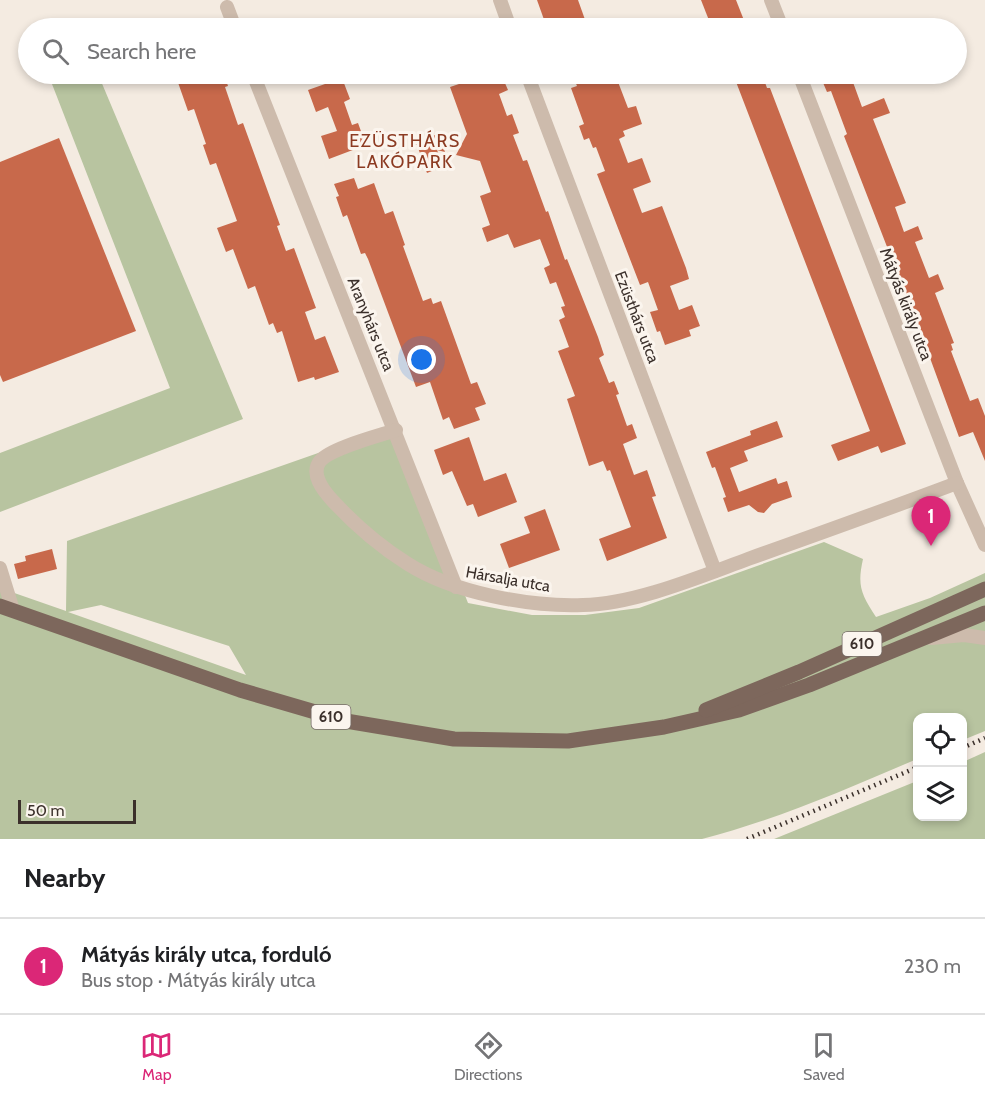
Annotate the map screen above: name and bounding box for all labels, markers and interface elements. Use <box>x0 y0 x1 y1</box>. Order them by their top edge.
search box <box>18 18 967 84</box>
icon: search <box>39 35 72 68</box>
text: Search here <box>87 38 196 65</box>
district label: EZÜSTHÁRS LAKÓPARK <box>349 130 461 173</box>
street label: Mátyás király utca <box>876 245 936 363</box>
street label: Ezüsthárs utca <box>611 268 663 366</box>
street label: Aranyhárs utca <box>344 274 399 374</box>
your location <box>407 345 436 374</box>
pin: 1 <box>912 496 950 546</box>
street label: Hársalja utca <box>464 562 552 596</box>
road number: 610 <box>842 632 882 656</box>
road number: 610 <box>312 705 350 729</box>
map controls <box>913 713 967 821</box>
button: locate <box>913 713 967 767</box>
button: layers <box>913 767 967 821</box>
scale bar <box>18 797 136 824</box>
text: 50 m <box>27 801 64 820</box>
text: Nearby <box>24 862 105 894</box>
text: Mátyás király utca, forduló <box>81 941 332 968</box>
text: 1 <box>40 954 47 978</box>
text: 230 m <box>904 954 961 978</box>
text: Bus stop · Mátyás király utca <box>81 968 316 992</box>
tab: Map <box>140 1029 173 1084</box>
tab: Directions <box>454 1029 522 1084</box>
tab: Saved <box>803 1029 845 1084</box>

# # # #

What is required
Please return the full listing word for word, but without any pictures.

Task output
Annotate the map screen above: name and bounding box for all labels, markers and interface elements. Use <box>x0 y0 x1 y1</box>. Order them by their top edge.
search box <box>18 18 967 84</box>
icon: search <box>39 35 72 68</box>
text: Search here <box>87 38 196 65</box>
district label: EZÜSTHÁRS LAKÓPARK <box>349 130 461 173</box>
street label: Mátyás király utca <box>876 245 936 363</box>
street label: Ezüsthárs utca <box>611 268 663 366</box>
street label: Aranyhárs utca <box>344 274 399 374</box>
your location <box>407 345 436 374</box>
pin: 1 <box>912 496 950 546</box>
street label: Hársalja utca <box>464 562 552 596</box>
road number: 610 <box>842 632 882 656</box>
road number: 610 <box>312 705 350 729</box>
map controls <box>913 713 967 821</box>
button: locate <box>913 713 967 767</box>
button: layers <box>913 767 967 821</box>
scale bar <box>18 797 136 824</box>
text: 50 m <box>27 801 64 820</box>
text: Nearby <box>24 862 105 894</box>
text: Mátyás király utca, forduló <box>81 941 332 968</box>
text: 1 <box>40 954 47 978</box>
text: 230 m <box>904 954 961 978</box>
text: Bus stop · Mátyás király utca <box>81 968 316 992</box>
tab: Map <box>140 1029 173 1084</box>
tab: Directions <box>454 1029 522 1084</box>
tab: Saved <box>803 1029 845 1084</box>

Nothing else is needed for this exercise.